As investigações da Polícia Federal, que culminaram na deflagração da ‘Operação Vagatomia’, nesta terça-feira (03), apontam que filhos de fazendeiros, servidores públicos, políticos e empresários compraram vagas e financiamentos na universidade acusada de fraudes na concessão do Financiamento Estudantil do Governo Federal (Fies) e transferências de alunos do exterior (principalmente Paraguai e Bolívia) para o curso de medicina em Fernandópolis (SP). No total, foram expedidos 22 mandados de prisão nesta primeira fase da ação. Entre os alunos acusados de participar da fraude estão filhos de fazendeiros, servidores públicos, políticos, empresários e amigos dos donos da universidade, todos com alto poder aquisitivo, que mesmo sem perfil de beneficiário do Fies, mediante fraude, tiveram acesso aos recursos do Governo Federal.
 
Com a sistemática atual de inclusão de dados e aprovação do Fies pelas próprias universidades privadas (beneficiárias dos recursos que aprovam) a Polícia Federal estima que milhares de alunos carentes por todo o Brasil podem ter sido prejudicados em razão destas fraudes.
 
Com o incremento desordenado de alunos de medicina no campus em Fernandópolis (SP), a qualidade dos estudos foi prejudicada e alunos que ingressaram de forma regular procuraram o Ministério Público Federal (MPF) para denunciar as fraudes.
 
Os alunos e pais que aceitaram pagar pela vaga e/ou financiamentos públicos, também responderão pelos crimes em investigação na medida de suas culpabilidades.
 
Nova investigação será iniciada imediatamente pela PF objetivando identificar todos os pais e alunos que concordaram em pagar pelas fraudes praticadas pela organização criminosa e, portanto, também praticaram crimes.

Operação

No total, são aproximadamente 250 policiais federais que cumprem 77 mandados judiciais expedidos pela Justiça Federal de Jales/SP nas cidades paulistas de Fernandópolis, São Paulo, São José do Rio Preto, Santos, Presidente Prudente, São Bernardo do Campo, Porto Feliz, Meridiano, Murutinga do Sul, São João das Duas Pontes e Água Boa, em Mato Grosso.

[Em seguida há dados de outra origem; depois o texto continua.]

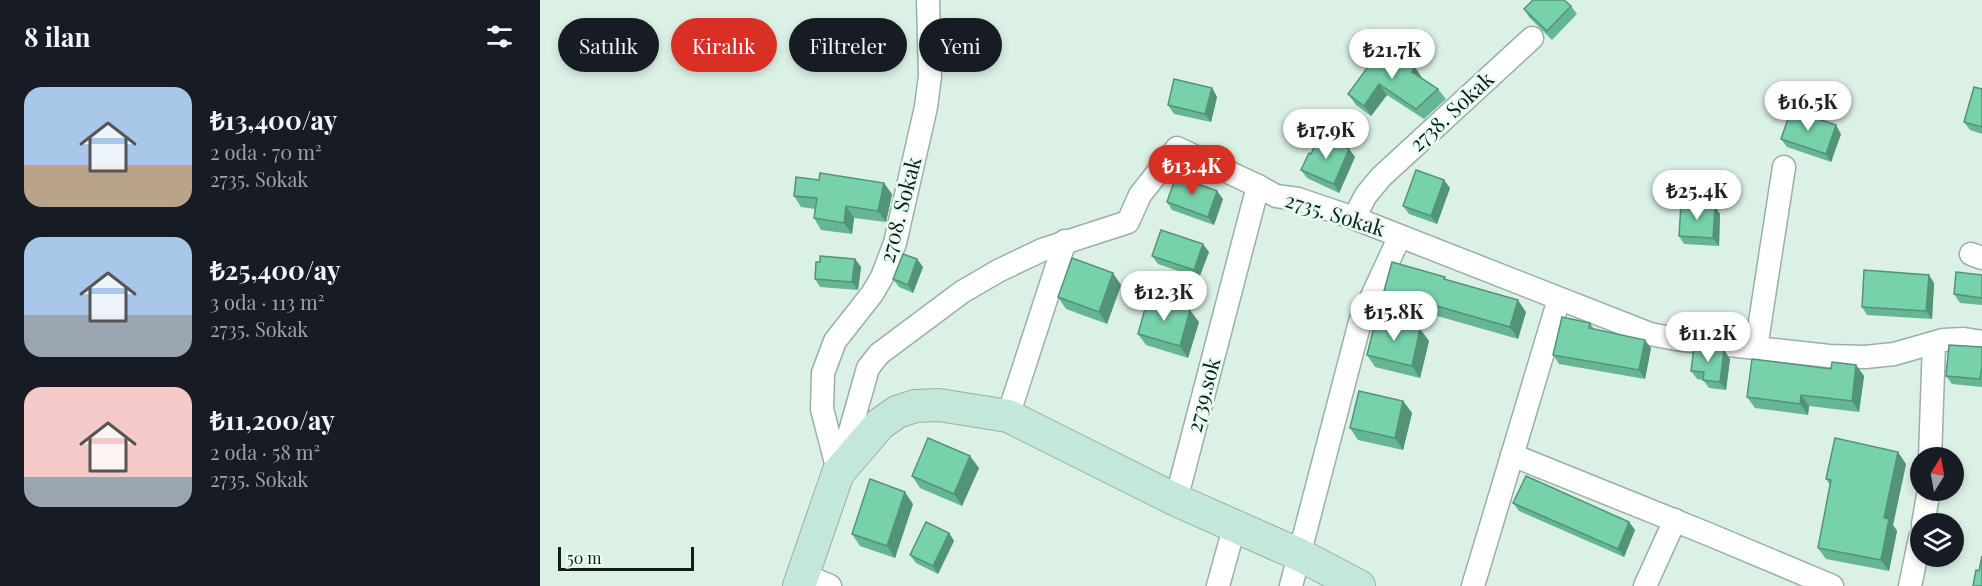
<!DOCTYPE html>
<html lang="tr">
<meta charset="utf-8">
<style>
:root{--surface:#171b24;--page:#242831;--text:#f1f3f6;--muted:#9ea1a6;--accent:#d93025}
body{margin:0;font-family:"Playfair Display",serif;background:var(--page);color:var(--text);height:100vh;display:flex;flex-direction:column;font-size:22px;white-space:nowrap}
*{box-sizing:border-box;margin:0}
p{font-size:20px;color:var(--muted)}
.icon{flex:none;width:33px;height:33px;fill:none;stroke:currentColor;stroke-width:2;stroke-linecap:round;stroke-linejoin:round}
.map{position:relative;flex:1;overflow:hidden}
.details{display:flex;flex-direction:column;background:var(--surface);width:540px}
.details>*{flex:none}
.banner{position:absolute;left:18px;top:18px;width:570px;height:54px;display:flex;gap:12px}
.needle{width:39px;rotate:11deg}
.buttons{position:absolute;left:1370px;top:447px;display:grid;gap:12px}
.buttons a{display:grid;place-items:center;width:54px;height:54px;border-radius:50%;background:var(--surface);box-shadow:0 3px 9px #0003;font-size:30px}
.scale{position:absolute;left:18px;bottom:15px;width:136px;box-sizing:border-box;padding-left:6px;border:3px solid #141c18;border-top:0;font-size:16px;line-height:21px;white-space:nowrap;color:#141c18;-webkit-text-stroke:4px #e8fef3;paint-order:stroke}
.price{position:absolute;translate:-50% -51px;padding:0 14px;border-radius:21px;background:#fff;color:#222;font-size:20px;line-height:39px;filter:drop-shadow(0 2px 3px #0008)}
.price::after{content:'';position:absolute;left:50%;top:36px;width:18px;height:14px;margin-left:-9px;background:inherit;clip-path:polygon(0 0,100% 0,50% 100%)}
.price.current{background:var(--accent);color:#fff}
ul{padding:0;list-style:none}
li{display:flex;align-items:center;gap:18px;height:150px;padding:0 24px}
li span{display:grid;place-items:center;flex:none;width:168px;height:120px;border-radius:18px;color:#555}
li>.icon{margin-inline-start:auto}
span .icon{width:72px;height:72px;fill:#fffc;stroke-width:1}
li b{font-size:26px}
h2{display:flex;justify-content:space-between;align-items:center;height:72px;padding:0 24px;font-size:26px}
.chip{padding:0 21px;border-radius:27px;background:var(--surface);box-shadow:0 3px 9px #0003;font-size:21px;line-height:54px}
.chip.current{background:var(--accent);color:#fff}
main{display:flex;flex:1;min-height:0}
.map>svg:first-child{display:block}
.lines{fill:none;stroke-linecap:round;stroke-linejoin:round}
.street-casing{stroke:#9aafa5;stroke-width:25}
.secondary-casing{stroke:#9aafa5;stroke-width:34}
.street{stroke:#fff;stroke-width:22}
.secondary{stroke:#c3e8da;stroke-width:32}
.wall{fill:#66b594}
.shaded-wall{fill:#539378}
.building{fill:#77d2ac;stroke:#539378;stroke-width:1.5}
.labels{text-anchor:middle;stroke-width:5;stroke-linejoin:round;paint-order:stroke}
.street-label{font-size:21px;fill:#141c18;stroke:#e8fef3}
</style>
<main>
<section class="details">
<h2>8 ilan<svg class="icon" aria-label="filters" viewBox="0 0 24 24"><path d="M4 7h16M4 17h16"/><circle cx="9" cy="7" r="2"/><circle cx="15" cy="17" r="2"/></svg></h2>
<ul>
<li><span style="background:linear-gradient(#a9c7e8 65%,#b9a48a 0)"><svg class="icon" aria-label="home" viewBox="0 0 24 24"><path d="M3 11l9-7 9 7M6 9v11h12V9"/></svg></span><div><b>₺13,400/ay</b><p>2 oda · 70 m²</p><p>2735. Sokak</p></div></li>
<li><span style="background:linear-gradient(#a9c7e8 65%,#9aa5b1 0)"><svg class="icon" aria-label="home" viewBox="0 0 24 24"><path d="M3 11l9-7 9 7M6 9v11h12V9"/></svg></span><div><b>₺25,400/ay</b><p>3 oda · 113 m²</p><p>2735. Sokak</p></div></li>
<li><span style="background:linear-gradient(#f6c9c9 75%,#9aa5b1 0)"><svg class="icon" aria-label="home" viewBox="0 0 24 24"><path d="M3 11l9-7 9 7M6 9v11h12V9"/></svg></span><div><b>₺11,200/ay</b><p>2 oda · 58 m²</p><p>2735. Sokak</p></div></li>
</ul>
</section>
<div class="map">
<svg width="1442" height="586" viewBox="0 0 1442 586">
<rect width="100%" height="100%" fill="#dbf1e6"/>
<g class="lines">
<!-- street casing -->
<g class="street-casing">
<g id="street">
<polyline points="814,218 826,195 841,177 992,38"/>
<polyline points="1431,254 1442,258"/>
<polyline points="1216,348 1244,167"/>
<polyline points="468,416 525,241"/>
<polyline points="972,455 1168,534 1292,586"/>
<polyline points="1390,458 1394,343"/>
<polyline points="300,467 328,368 339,354 422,292 458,271 502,250 588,222 600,195 637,148 718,186 736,196 758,199 814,218 1110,334 1136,339 1216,348 1289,356 1325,357 1354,354 1403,340 1424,339 1442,342"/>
<polyline points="298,471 282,409 283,373 295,341 332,294 342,277 355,243 386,107 390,76 388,0"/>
<polyline points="636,500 718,186"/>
<polyline points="1383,524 1389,490"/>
<polyline points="264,575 290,586"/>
<polyline points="678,586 694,528"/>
<polyline points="751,586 820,322 860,236"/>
<polyline points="933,586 1019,299"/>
<polyline points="1105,586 1135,520"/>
<polyline points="1370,586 1380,538"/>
</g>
</g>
<!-- secondary casing -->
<g class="secondary-casing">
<polyline id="secondary" points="259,586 298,473 340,424 357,412 375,406 399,405 468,416 636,500 760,555 819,586"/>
</g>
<!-- street -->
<use href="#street" class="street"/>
<!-- secondary -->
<use href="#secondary" class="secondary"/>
</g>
<!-- wall -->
<g class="wall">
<polygon points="1031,6 1037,14 1012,40 989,17 984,9"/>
<polygon points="875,67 882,78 898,89 906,99 884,119 847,95 831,116 816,105 808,94"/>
<polygon points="672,88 677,97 671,122 634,114 628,105"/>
<polygon points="1442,89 1442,134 1430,130 1424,122"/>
<polygon points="1301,134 1291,162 1247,147 1241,139"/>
<polygon points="809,149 815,157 799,193 767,178 761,170"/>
<polygon points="910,188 897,224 869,214 863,206"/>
<polygon points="352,194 346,222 314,218 312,234 281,230 274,218 275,209 261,207 254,196"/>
<polygon points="683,199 674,225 632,210 627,202"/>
<polygon points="1180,214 1179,246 1144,244 1139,236"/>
<polygon points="669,252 659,278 618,264 612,256"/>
<polygon points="315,259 321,267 318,290 280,287 275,279"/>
<polygon points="377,259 383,267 373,293 359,287 353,279"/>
<polygon points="1442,275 1442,305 1420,303 1414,294"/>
<polygon points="907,280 986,312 978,339 852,303 844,291"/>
<polygon points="1394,283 1392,319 1327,315 1322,307"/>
<polygon points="581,285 567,324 526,309 518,297"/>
<polygon points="659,322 648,358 606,345 598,334"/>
<polygon points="1050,323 1054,329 1111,348 1105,379 1019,364 1013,355"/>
<polygon points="880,329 889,341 880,378 835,367 827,355"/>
<polygon points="1442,347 1442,387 1412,384 1406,376"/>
<polygon points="1190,359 1186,390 1169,388 1163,380 1157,379 1151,371"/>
<polygon points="1316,365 1324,376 1319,412 1269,406 1268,415 1215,408 1207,397 1291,369"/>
<polygon points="863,401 872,413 863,450 818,440 810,428"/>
<polygon points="1366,464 1353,525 1357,531 1349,571 1286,559 1278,548 1290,485 1286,479"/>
<polygon points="439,468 422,506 380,488 372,476"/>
<polygon points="973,503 1089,522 1095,530 1084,557 979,511"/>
<polygon points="373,504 355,558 320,546 312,534"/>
<polygon points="409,533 414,541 398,574 376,563 370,555"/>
</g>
<!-- shaded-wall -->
<g class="shaded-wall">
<polygon points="875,67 882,78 879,82 872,72"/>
<polygon points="839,84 847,95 831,116 824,106"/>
<polygon points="672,88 677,97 671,122 665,114"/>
<polygon points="1296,125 1301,134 1291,162 1286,154"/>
<polygon points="809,149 815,157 799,193 794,184"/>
<polygon points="904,180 910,188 897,224 891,216"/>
<polygon points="344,183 352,194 346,222 338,211"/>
<polygon points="677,191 683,199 674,225 668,217"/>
<polygon points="306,206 314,218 312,234 304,223"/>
<polygon points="1175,206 1180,214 1179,246 1173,238"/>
<polygon points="663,244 669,252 659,278 654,270"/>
<polygon points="315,259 321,267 318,290 312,282"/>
<polygon points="377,259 383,267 373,293 368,285"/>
<polygon points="573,273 581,285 567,324 559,312"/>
<polygon points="1389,275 1394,283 1392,319 1386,311"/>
<polygon points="978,300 986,312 978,339 970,327"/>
<polygon points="650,310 659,322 648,358 640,346"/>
<polygon points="880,329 889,341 880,378 872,366"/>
<polygon points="1105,340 1111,348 1105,379 1099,370"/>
<polygon points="1184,350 1190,359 1186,390 1180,382"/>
<polygon points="1316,365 1324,376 1319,412 1312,401"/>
<polygon points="1261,395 1269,406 1268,415 1260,404"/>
<polygon points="863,401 872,413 863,450 855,438"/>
<polygon points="1358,452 1366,464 1353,525 1357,531 1349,571 1341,560 1344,518"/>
<polygon points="430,456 439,468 422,506 414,494"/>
<polygon points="365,492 373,504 355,558 347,546"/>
<polygon points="1089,522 1095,530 1084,557 1078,549"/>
<polygon points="409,533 414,541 398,574 393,566"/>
</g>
<!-- building -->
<g class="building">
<polygon points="993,0 1024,0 1031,6 1007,31 984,9"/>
<polygon points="844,45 875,67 872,72 898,89 876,109 839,84 824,106 808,94"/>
<polygon points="634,79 672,88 665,114 628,105"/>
<polygon points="1434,87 1442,89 1442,127 1424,122"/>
<polygon points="1251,110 1296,125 1286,154 1241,139"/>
<polygon points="779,136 809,149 794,184 761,170 769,153 771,154"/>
<polygon points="876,170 904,180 891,216 863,206"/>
<polygon points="280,173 344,183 338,211 306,206 304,223 274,218 277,198 254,196 256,177 279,180"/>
<polygon points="636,176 677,191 668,217 627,202"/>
<polygon points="1141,204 1175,206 1173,238 1139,236"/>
<polygon points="621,230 663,244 654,270 612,256"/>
<polygon points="363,254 377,259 368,285 353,279"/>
<polygon points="280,256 315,259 312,282 275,279 276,262 280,262"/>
<polygon points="532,258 573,273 559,312 518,297"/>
<polygon points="852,262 905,277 904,279 978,300 970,327 844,291"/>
<polygon points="1324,270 1389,275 1386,311 1322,307"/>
<polygon points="1416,272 1442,275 1442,298 1414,294"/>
<polygon points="608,298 650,310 640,346 598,334"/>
<polygon points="1022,317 1050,323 1049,328 1105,340 1099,370 1013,355"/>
<polygon points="836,319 880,329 872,366 827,355"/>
<polygon points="1409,345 1442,347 1442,371 1441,371 1440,379 1406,376"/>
<polygon points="1154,347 1184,350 1180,382 1163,380 1164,372 1151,371"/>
<polygon points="1212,359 1291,369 1292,362 1316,365 1312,401 1261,395 1260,404 1207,397"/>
<polygon points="819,391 863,401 855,438 810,428"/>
<polygon points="388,438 430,456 414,494 372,476"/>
<polygon points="1295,438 1358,452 1344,518 1349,519 1341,560 1278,548 1291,480 1286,479"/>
<polygon points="986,476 1089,522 1078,549 973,503"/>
<polygon points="330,479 365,492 347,546 312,534"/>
<polygon points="386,522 409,533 393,566 370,555"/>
<polygon points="1442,556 1442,586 1433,586 1436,570 1439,571"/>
</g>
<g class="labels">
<!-- street labels -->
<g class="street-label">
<text transform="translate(912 112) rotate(-43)" y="7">2738. Sokak</text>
<text transform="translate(361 210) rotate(-75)" y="7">2708. Sokak</text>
<text transform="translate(795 215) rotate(17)" y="7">2735. Sokak</text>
<text transform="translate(664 395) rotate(-75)" y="7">2739.sok</text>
</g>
</g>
</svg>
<div class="buttons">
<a><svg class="needle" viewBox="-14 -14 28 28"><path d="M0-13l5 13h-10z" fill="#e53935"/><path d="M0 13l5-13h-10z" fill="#9ea1a6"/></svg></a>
<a><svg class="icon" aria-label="layers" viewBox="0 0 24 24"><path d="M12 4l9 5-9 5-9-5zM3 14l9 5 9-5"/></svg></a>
</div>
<div class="scale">50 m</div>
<b class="price" style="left:852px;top:80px">₺21.7K</b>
<b class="price" style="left:1268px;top:132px">₺16.5K</b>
<b class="price" style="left:786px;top:160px">₺17.9K</b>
<b class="price current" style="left:652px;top:196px">₺13.4K</b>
<b class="price" style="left:1157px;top:221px">₺25.4K</b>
<b class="price" style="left:624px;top:322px">₺12.3K</b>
<b class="price" style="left:854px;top:342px">₺15.8K</b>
<b class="price" style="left:1168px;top:363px">₺11.2K</b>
<div class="banner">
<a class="chip">Satılık</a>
<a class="chip current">Kiralık</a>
<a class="chip">Filtreler</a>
<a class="chip">Yeni</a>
</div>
</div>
</main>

Entre as ordens estão 11 prisões preventivas, 11 temporárias, 45 buscas e apreensões e dez medidas cautelares (alternativas à prisão). A Justiça Federal também determinou o bloqueio de bens e valores dos investigados até o valor de R$ 250 milhões.

Durante oito meses de investigações, a PF apurou as informações recebidas e concluiu que o líder da organização criminosa é o próprio dono da universidade, que também ocupa o cargo de reitor. Um empresário, de 63 anos, e seu filho, que também é sócio do grupo educacional, não só tinham conhecimento, mas também participavam dos crimes em investigação. Uma estrutura formada por funcionários e pessoas ligadas à universidade dava condições para que as fraudes fossem realizadas.

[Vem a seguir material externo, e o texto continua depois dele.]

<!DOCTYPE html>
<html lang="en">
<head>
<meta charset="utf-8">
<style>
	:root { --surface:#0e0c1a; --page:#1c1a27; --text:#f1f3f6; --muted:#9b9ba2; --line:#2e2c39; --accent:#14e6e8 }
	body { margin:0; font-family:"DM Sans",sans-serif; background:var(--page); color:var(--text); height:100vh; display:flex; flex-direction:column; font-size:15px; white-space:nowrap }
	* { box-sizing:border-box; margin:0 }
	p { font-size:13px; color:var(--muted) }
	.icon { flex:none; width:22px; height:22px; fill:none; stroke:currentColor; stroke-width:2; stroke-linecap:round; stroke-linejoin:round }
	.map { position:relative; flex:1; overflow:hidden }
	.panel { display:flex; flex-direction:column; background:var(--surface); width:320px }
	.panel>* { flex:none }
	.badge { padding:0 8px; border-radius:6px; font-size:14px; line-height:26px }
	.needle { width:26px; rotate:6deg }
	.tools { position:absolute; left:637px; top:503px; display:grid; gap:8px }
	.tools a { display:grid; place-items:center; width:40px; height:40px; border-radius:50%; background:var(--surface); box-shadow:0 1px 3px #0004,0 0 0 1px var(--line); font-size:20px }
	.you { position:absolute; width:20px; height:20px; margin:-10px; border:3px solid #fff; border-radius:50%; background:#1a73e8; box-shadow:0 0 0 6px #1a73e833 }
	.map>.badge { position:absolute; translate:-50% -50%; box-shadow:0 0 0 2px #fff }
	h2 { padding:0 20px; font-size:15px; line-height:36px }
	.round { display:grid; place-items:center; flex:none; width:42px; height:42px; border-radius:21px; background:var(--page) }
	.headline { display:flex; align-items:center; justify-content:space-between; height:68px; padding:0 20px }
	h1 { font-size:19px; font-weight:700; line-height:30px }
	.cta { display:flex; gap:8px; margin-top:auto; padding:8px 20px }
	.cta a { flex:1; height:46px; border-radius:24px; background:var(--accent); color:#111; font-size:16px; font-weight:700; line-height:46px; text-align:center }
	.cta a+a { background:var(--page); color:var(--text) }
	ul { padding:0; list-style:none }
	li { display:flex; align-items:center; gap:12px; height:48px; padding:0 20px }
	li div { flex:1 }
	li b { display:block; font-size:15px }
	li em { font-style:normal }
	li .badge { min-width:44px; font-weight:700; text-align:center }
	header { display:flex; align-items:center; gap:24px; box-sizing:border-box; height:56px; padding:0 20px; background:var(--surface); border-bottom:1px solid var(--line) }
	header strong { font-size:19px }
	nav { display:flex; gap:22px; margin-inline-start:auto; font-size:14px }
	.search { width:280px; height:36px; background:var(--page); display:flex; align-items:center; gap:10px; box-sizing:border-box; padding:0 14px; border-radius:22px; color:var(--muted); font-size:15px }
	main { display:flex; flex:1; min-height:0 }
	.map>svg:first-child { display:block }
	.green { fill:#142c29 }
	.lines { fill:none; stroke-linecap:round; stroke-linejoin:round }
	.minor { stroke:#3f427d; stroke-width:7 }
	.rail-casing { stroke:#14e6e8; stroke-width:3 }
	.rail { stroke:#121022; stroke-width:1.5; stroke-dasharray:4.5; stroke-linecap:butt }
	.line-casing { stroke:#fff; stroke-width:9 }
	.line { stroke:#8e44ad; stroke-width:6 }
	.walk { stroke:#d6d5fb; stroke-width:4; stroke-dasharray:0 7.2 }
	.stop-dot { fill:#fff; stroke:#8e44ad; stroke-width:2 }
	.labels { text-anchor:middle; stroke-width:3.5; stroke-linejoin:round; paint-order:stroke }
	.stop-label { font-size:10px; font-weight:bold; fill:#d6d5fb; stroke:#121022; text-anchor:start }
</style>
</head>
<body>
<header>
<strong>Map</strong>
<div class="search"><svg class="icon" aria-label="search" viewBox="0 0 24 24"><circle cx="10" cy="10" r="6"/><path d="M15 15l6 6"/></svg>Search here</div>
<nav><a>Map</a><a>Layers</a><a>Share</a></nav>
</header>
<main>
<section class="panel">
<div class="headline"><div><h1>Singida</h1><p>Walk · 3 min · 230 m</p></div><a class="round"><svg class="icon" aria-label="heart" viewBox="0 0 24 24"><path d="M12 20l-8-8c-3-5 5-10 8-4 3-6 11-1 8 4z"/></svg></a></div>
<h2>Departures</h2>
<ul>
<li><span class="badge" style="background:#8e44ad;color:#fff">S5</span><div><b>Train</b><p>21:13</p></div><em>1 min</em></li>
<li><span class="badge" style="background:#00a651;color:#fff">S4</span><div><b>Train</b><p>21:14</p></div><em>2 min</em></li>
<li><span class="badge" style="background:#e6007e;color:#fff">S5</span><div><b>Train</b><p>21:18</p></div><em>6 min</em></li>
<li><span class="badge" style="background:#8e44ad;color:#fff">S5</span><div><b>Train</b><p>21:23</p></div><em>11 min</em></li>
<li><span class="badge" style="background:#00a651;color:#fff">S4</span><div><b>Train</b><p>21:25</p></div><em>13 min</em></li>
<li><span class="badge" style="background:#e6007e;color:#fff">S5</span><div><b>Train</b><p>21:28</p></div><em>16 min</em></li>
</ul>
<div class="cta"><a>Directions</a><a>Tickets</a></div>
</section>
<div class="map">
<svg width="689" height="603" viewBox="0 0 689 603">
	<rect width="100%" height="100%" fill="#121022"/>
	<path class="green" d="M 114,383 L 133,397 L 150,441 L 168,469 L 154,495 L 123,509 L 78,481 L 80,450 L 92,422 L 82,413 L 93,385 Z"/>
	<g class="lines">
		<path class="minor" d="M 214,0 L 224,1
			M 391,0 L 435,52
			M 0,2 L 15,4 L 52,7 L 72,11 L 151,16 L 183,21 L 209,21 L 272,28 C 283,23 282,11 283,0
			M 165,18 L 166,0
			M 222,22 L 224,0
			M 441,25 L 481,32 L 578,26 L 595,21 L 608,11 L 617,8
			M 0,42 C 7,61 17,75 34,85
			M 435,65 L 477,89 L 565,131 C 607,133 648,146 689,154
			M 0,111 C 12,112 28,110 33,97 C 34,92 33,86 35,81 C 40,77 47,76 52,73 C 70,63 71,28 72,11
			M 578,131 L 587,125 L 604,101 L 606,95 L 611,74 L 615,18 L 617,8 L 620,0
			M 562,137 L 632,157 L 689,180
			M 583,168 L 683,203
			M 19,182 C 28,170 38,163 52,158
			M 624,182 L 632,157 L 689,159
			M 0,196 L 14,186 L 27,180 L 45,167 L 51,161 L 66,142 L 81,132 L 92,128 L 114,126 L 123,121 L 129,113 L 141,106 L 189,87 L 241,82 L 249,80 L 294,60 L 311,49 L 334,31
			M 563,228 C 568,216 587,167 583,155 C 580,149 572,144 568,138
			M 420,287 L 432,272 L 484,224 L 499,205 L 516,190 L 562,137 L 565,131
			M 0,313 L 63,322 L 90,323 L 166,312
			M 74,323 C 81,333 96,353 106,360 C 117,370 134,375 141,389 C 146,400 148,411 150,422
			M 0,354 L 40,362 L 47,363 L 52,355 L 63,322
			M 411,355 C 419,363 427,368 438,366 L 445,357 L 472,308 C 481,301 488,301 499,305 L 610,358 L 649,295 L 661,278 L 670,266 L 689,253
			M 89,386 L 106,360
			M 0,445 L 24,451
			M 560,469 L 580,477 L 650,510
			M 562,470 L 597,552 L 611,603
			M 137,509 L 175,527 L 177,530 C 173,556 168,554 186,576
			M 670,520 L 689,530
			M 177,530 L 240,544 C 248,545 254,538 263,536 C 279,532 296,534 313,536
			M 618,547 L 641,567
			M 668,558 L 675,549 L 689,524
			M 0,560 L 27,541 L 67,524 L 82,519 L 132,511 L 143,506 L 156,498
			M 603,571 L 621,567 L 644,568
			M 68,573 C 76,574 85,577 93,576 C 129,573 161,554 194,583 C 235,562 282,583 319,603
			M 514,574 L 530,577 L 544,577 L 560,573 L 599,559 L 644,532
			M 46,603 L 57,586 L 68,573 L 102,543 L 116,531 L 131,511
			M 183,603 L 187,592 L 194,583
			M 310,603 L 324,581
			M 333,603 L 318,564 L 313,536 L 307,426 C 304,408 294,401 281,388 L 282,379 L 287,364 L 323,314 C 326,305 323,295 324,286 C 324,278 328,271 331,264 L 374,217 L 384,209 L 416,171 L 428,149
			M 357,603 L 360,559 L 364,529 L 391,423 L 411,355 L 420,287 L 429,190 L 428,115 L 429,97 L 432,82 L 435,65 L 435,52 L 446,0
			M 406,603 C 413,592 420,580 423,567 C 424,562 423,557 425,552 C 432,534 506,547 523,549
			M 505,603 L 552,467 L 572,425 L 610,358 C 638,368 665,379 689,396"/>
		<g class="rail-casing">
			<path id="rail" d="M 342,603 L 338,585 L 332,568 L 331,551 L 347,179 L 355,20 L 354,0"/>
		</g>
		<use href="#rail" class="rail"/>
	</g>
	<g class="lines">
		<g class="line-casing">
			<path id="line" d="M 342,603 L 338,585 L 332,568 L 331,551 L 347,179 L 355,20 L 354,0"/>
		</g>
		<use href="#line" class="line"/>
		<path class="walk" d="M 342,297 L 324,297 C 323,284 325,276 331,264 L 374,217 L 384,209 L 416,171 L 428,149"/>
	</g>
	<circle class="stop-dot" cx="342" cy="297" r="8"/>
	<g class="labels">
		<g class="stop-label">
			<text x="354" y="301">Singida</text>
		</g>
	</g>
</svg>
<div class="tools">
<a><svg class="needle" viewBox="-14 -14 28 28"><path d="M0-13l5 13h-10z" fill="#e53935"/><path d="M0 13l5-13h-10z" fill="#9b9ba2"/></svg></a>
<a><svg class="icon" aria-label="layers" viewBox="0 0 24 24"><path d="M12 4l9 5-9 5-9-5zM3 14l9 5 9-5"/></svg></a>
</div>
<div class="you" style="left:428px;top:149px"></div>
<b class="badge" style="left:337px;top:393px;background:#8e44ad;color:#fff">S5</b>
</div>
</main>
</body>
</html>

Todo o material apreendido será encaminhado para a PF em Jales/SP para a realização de análise no interesse das investigações em curso. Os presos foram indiciados pelos crimes de organização criminosa, falsidade ideológica, inserção de dados falsos em sistemas de informações e estelionato majorado, cujas penas somadas podem chegar a 30 anos de reclusão. Eles serão ouvidos e posteriormente conduzidos para cadeias da região de cumprimento da prisão onde permanecerão presos à disposição da Justiça Federal.

O nome da operação Vagatomia foi utilizado em alusão ao termo “tomia” que significa “corte”, comumente utilizado em palavras que denominam procedimentos cirúrgicos. Como os investigados reduziam as vagas do curso de medicina e FIES, na medida em que as vendiam, candidatos que teriam direito ao financiamento do Governo Federal sofriam com o corte das vagas disponíveis.